This is article 74 in the Big Data series, through two classic Spark cases — Monte Carlo Pi estimation and mutual friends analysis — further familiarize with RDD distributed computing patterns and operator combination techniques.
Case 1: Monte Carlo Method Pi Estimation
Mathematical Principle
Randomly drop points in a square with side length 1, ratio of points inside unit circle to total points approaches π/4:
Circle area / Square area = π·r² / (2r)² = π/4
Therefore π ≈ 4 × (points inside circle / total points). More samples, more accurate result.
Spark Implementation
package icu.wzk
import org.apache.spark.{SparkConf, SparkContext}
import scala.math.random
object SparkPi {
def main(args: Array[String]): Unit = {
val conf = new SparkConf()
.setAppName("ScalaSparkPi")
.setMaster("local[*]")
val sc = new SparkContext(conf)
sc.setLogLevel("WARN")
// Pass partition count via args(0), default 15
val slices = if (args.length > 0) args(0).toInt else 15
val N = 100000000 // 100 million samples
val count = sc.makeRDD(1 to N, slices)
.map { _ =>
val (x, y) = (random, random)
if (x * x + y * y <= 1) 1 else 0
}
.reduce(_ + _)
println(s"Pi is approximately ${4.0 * count / N}")
sc.stop()
}
}
Key Points
sc.makeRDD(1 to N, slices): Distribute 100 million integers evenly toslicespartitions, each Executor processes part in parallelmap: Each task independently generates random point and judges if inside circle (no dependency, naturally suitable for parallel)reduce(_ + _): Aggregate hit counts from each partition- More partitions, higher parallelism, but scheduling overhead also increases. Typically set to 2-3x CPU cores
Running
# Local mode, 15 partitions
spark-submit --master local[*] \
--class icu.wzk.SparkPi \
spark-wordcount-1.0-SNAPSHOT.jar 15
Output example: Pi is approximately 3.14159268
Case 2: Mutual Friends Analysis
Problem Description
Given social network friend relationship data (each line format: userID friend1,friend2,friends3,...), find mutual friends list between any two users.
Sample data:
100 200,300,400,500
200 100,300,600
300 100,200,400
Method 1: Cartesian Product (Intuitive Solution)

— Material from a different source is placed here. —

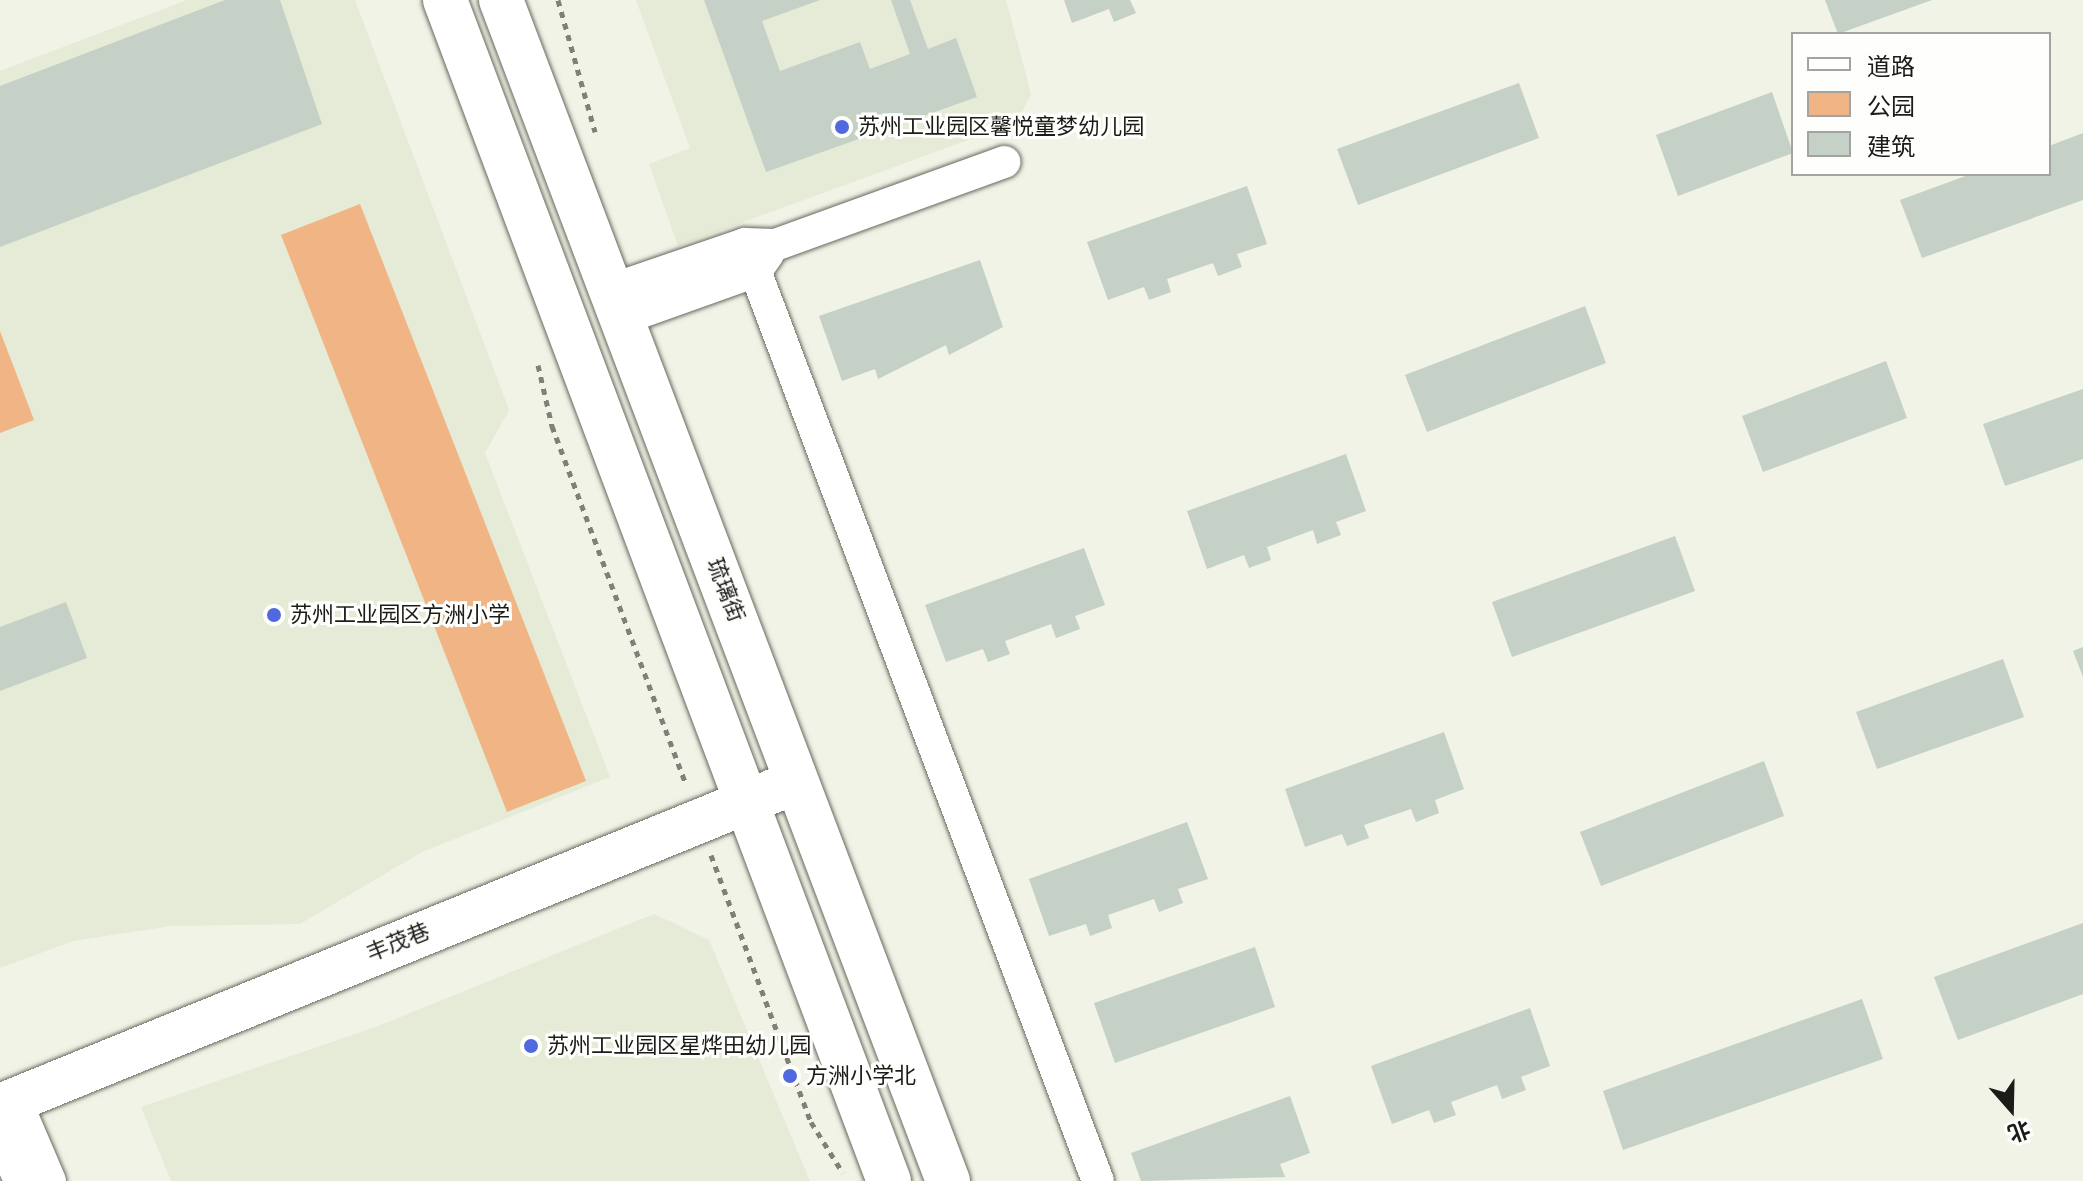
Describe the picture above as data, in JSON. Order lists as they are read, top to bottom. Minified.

Pair all users, take intersection of friend lists:
val friendsRDD = sc.textFile(input).map { line =>
val parts = line.split("\\s+")
(parts(0).toInt, parts(1).split(",").map(_.toInt).toSet)
}
friendsRDD.cartesian(friendsRDD)
.filter { case ((id1, _), (id2, _)) => id1 < id2 } // Deduplicate
.map { case ((id1, f1), (id2, f2)) =>
(s"$id1 & $id2", f1.intersect(f2))
}
.collect()
Disadvantage: cartesian produces O(n²) data volume, extremely poor performance when n is large, not suitable for production.
Method 2: Data Transformation (Recommended)
Core idea: Reverse perspective — not “what is intersection of two users’ friends”, but “for each pair of friends, who are their mutual acquaintances”.
val friendsRDD = sc.textFile(input).map { line =>
val parts = line.split("\\s+")
val user = parts(0)
val friends = parts(1).split(",")
(user, friends)
}
friendsRDD
// Generate all pairwise combinations for each user's friend list
.flatMapValues(friends => friends.combinations(2).toSeq)
// Reverse: (user, friend pair) -> (friend pair, user)
.map { case (user, pair) => (pair.mkString(" & "), Set(user)) }
// Merge by friend pair, get set of users who mutually know that pair
.reduceByKey(_ | _)
.collect()
Advantages:
- Avoids Cartesian product, time complexity reduced from O(n²) to O(n·k²) (k = average friends count)
- Uses
reduceByKeyinstead ofgroupByKey, reduces Shuffle data volume - Code is cleaner, easy to extend to multi-hop relationship analysis
Result Example
(100 & 200, Set(300)) // Mutual friends of 100 and 200 is 300
(100 & 300, Set(200, 400)) // Mutual friends of 100 and 300 are 200, 400
(200 & 300, Set(100)) // Mutual friends of 200 and 300 is 100
Common Thought in Both Cases
| Feature | Pi Estimation | Mutual Friends |
|---|---|---|
| Parallelization method | Data partition independent compute | flatMap expand then reduceByKey |
| Key operators | makeRDD + map + reduce | flatMapValues + map + reduceByKey |
| Performance key | Partition count (parallelism) | Avoid cartesian, use reduceByKey |
| Mathematical essence | Law of large numbers (random sampling) | Set operations (intersection/union) |
Both cases embody Spark’s core paradigm: break problem into independent local computations, then aggregate to get global result.